22 Hypergeometric Distribution

22.1 Probability Mass Function

A random variable \(X\) is said to follow a Hypergeometric Distribution if its probability mass function is

\[p(x) = \left\{ \begin{array}{ll} \frac{{r\choose x}{N-r\choose n-x}}{{N\choose n}}, & x=0,1,2,\ldots\\ 0 & otherwise \end{array} \right. \]

where

  • \(N\) is the number of objects available to choose from
  • \(n\) is the number of objects chosen from \(N\)
  • \(r\) is the number of objects in \(N\) that posses a desired characteristic (successes)
  • \(x\) is the number of objects in \(n\) that possess the desired characterstic

22.2 Cumulative Mass Function

\[P(x) = \left\{ \begin{array}{ll} \sum\limits_{i=0}^{x}\frac{{r\choose i}{N-r\choose n-i}}{{N\choose n}}, & x=0,1,2,\ldots\\ 0 & otherwise \end{array} \right. \]

22.3 Expected Values

\[\begin{aligned} E(X) &= \sum\limits_{x=0}^{n}x\frac{{r\choose x}{N-r\choose n-x}}{{N\choose n}} \\ &= \sum\limits_{x=0}^{n}x{r\choose x}\frac{{N-r\choose n-x}}{{N\choose n}} \\ ^{[1]} &= \sum\limits_{x=0}^{n}x\frac{r}{x}{r-1\choose x-1}\frac{{N-r\choose n-x}} {\frac{N}{n}{N-1\choose n-1}} \\ &= \frac{rn}{N}\sum\limits_{x=0}^{n} \frac{{r-1\choose x-1}{N-r\choose n-x}}{{N-1\choose n-1}} \\ ^{[2]} &= \frac{rn}{N}\sum\limits_{y=0}^{n-1} \frac{{r-1\choose y}{N-r\choose n-y-1}}{{N-1\choose n-1}} \frac{rn}{N}\sum\limits_{y=0}^{n-1} \frac{{r-1\choose y}{N-r\choose n-y-1}}{{N-1\choose n-1}} \\ &= \frac{\frac{rn}{N}\cdot n}{N}r\sum\limits_{y=0}^{n-1} \frac{{r-1\choose y}{N-r\choose n-y-1}}{{N-1\choose n-1}} \\ ^{[3]} &= \frac{rn}{N}\cdot 1 \\ &= \frac{rn}{N} \end{aligned}\]

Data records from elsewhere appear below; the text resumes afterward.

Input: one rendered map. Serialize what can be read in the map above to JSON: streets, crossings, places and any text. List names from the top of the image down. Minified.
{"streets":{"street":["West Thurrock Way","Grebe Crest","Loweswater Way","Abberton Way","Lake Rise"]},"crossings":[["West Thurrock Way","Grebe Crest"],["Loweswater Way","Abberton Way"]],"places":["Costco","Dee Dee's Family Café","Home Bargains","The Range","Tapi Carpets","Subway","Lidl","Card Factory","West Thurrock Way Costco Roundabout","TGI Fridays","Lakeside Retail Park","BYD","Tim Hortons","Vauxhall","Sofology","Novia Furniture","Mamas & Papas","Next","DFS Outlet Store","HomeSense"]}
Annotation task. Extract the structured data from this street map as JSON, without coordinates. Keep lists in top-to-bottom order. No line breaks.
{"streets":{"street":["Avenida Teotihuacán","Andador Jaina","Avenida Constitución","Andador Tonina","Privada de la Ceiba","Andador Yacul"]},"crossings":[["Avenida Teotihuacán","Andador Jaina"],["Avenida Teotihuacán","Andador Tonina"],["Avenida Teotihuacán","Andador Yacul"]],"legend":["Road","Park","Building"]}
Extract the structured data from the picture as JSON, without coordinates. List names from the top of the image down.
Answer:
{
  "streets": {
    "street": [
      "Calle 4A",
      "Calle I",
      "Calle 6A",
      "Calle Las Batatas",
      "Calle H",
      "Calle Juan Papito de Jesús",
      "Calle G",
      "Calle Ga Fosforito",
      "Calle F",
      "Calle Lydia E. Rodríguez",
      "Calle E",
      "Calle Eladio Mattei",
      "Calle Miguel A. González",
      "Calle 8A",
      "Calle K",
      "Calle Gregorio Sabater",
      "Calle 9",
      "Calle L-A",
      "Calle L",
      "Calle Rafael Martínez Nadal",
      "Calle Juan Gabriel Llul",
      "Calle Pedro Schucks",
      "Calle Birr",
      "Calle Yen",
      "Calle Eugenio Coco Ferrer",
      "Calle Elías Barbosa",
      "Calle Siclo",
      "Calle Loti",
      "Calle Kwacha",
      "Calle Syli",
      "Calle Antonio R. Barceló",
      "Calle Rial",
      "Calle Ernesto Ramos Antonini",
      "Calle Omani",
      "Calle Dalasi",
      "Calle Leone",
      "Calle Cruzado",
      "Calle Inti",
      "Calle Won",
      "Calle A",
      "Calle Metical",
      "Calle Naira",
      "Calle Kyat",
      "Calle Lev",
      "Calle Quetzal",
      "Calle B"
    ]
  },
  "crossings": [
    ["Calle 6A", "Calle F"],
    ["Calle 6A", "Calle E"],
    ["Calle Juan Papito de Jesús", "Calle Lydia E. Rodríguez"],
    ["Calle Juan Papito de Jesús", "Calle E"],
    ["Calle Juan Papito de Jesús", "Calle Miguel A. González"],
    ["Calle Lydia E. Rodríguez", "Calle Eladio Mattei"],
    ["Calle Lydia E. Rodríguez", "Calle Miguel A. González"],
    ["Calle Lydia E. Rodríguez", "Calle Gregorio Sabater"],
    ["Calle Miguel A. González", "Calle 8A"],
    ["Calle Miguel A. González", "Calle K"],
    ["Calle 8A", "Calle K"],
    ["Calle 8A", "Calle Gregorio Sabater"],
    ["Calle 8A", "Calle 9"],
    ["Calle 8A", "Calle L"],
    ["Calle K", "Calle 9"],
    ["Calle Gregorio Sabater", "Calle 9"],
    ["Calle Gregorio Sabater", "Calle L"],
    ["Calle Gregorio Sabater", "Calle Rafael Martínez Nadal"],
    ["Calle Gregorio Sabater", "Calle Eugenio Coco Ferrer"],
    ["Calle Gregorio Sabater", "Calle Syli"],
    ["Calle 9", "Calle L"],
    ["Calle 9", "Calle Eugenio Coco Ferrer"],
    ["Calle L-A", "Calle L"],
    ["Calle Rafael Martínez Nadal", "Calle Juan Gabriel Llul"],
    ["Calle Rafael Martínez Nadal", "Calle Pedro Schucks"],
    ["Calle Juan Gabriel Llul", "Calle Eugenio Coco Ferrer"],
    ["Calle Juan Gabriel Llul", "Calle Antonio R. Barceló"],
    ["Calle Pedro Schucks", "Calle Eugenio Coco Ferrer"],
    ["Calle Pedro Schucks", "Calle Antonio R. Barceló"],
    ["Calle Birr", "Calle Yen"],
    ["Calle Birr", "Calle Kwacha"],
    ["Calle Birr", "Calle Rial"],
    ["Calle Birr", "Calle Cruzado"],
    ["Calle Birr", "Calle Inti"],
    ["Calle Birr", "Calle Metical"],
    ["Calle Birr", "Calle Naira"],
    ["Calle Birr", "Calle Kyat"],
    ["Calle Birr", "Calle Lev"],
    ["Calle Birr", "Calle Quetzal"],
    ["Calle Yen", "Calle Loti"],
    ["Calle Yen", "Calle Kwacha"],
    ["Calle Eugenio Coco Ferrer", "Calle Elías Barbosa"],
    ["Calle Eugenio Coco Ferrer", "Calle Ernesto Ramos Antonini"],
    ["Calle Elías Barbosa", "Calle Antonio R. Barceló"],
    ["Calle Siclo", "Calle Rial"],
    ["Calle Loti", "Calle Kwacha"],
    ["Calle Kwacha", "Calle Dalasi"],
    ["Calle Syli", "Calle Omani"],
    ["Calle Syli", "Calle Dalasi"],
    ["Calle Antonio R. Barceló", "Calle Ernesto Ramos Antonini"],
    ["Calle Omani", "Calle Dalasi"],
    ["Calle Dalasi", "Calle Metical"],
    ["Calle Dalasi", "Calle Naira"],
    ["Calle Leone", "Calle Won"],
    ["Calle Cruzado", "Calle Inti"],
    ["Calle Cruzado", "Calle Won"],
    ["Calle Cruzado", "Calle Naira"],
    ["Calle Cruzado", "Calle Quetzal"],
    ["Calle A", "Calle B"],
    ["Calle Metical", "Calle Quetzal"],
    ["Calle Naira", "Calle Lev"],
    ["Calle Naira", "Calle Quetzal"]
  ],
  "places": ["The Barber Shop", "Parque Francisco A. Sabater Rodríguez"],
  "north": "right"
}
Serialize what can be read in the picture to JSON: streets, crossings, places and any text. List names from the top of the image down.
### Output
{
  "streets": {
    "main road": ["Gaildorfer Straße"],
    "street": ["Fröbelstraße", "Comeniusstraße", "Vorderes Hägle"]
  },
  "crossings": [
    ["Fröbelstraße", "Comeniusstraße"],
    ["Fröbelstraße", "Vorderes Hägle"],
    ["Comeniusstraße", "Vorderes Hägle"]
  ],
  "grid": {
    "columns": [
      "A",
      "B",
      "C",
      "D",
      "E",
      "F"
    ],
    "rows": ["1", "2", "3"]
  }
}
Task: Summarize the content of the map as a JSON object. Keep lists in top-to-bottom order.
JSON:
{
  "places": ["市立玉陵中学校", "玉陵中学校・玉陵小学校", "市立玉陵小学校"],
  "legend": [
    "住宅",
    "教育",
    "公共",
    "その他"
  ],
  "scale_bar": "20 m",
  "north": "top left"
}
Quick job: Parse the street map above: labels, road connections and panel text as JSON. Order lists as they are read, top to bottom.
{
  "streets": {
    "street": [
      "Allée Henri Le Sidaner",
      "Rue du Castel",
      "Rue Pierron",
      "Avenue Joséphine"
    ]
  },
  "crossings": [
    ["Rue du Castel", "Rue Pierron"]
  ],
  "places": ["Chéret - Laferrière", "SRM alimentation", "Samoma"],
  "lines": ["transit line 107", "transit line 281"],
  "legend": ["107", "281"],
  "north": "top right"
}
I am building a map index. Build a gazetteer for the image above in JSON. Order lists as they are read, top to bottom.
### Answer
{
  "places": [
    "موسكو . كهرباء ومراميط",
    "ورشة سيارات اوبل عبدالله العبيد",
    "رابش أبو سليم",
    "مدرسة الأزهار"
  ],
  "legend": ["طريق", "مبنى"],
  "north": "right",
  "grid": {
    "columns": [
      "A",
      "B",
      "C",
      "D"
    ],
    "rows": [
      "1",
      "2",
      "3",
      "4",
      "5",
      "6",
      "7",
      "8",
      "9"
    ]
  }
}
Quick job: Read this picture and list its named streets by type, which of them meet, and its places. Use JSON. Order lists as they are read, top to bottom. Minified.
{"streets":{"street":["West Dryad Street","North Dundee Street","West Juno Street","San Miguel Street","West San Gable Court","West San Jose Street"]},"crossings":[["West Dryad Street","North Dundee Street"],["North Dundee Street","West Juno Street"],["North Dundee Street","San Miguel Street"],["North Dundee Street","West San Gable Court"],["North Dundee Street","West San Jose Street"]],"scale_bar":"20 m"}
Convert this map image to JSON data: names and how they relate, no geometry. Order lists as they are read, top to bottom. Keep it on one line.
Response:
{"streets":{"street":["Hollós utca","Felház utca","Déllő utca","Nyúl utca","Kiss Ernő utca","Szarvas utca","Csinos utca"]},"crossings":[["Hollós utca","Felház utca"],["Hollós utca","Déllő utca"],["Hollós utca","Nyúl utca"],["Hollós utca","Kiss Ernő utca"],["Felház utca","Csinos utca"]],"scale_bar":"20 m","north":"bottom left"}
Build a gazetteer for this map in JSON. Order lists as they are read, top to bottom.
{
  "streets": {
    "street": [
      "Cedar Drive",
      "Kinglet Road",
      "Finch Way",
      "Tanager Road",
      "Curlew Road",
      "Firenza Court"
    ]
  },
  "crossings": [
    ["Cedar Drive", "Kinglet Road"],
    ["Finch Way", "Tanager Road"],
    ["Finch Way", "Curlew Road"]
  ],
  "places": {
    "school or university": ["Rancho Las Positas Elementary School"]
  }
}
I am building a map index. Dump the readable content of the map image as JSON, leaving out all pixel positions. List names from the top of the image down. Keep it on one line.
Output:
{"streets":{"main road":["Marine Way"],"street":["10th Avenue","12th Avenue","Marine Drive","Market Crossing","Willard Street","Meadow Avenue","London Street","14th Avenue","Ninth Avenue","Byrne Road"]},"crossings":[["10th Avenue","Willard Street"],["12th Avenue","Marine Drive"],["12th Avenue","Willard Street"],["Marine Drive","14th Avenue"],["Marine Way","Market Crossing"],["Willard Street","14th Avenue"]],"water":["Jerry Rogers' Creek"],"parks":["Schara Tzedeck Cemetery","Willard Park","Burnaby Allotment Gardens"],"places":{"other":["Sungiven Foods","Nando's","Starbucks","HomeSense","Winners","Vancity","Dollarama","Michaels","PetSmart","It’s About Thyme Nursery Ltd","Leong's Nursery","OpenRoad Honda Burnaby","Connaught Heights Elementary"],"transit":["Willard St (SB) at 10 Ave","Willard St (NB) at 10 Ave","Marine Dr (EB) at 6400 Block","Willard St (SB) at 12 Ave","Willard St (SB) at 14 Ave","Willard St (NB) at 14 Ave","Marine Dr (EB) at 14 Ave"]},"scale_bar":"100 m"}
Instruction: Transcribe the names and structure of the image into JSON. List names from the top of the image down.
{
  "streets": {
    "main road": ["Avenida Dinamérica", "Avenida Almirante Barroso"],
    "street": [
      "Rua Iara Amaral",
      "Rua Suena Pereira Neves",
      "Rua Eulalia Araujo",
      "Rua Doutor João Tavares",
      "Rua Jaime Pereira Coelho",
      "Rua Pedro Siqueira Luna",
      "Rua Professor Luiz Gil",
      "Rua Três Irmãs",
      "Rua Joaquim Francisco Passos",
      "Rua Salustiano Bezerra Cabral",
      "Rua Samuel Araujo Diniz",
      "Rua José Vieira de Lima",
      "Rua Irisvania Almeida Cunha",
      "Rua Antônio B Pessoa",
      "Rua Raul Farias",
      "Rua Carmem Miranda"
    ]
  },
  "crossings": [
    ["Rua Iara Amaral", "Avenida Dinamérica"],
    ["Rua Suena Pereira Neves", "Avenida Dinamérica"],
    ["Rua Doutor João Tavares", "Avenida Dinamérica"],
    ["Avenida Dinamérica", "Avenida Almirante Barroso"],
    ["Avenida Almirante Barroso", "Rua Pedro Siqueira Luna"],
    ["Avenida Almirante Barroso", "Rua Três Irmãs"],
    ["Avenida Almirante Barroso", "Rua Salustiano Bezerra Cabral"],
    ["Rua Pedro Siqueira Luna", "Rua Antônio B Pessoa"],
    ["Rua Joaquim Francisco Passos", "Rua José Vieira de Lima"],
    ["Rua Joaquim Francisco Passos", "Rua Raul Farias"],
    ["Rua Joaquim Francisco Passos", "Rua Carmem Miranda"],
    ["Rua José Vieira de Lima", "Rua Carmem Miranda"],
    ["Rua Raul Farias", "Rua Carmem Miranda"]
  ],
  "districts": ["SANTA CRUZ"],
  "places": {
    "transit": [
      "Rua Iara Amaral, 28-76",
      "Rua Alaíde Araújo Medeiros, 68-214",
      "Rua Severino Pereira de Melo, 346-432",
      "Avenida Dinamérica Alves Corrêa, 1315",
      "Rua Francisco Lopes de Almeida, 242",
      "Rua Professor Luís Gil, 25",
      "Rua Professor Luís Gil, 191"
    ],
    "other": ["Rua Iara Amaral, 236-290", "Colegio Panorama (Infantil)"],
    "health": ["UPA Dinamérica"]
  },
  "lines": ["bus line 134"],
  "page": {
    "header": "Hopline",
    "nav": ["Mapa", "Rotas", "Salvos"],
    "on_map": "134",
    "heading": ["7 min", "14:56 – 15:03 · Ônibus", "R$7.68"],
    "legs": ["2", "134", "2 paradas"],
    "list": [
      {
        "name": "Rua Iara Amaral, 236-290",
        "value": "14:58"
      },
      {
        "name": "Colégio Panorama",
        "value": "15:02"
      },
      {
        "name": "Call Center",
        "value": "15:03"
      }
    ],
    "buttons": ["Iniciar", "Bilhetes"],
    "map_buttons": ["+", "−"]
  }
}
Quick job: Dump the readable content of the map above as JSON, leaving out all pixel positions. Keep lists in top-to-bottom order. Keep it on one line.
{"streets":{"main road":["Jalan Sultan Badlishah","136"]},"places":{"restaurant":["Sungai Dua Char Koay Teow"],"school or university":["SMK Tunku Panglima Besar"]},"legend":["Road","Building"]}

  1. For any integer \(a\) such that \(0\leq a\leq k,\ {n\choose k}=\frac{n(n-1)\cdots(n-a+1)}{k(k-1)\cdots(k-a+1)}{n-a\choose k-a}\) (Theorem 10.0.3).
  2. Let \(y=x-1\)  \(\Rightarrow x=y+1\).
  3. \(\frac{\sum\limits_{i=1}^{n}{N_1\choose i}{N_2\choose n-i}}{{N_1+N_2\choose n}}=1\)\ with \(N_1=r,\ N_2=N-r,\ i=x\). (Theorem 6.3.2

\[\begin{aligned} E[X(X-1)] &= \sum\limits_{x=0}^{n}x(x-1)\frac{{r\choose x}{N-r\choose n-x}}{{N\choose n}} \\ ^{[1]} &= \sum\limits_{x=0}^{n}\frac{x(x-1)r(r-1)}{x(x-1)}\frac{{r-2\choose x-2} {N-r\choose n-x}}{\frac{N(N-1)}{n(n-1)}{N-2\choose n-2}} \\ &= \frac{r(r-1)n(n-1)}{N(N-1)}\sum\limits_{x=0}^{n} \frac{{r-2\choose x-2}{N-r\choose n-x}}{{N-2\choose n-2}} \\ ^{[2]} &= \frac{r(r-1)n(n-1)}{N(N-1)}\sum\limits_{y=0}^{n-2} \frac{{r-2\choose y}{N-r\choose n-y-2}}{{N-2\choose n-2}} \\ ^{[3]} &= \frac{r(r-1)n(n-1)}{N(N-1)}\cdot 1 \\ &=\frac{r(r-1)n(n-1)}{N(N-1)} \end{aligned}\]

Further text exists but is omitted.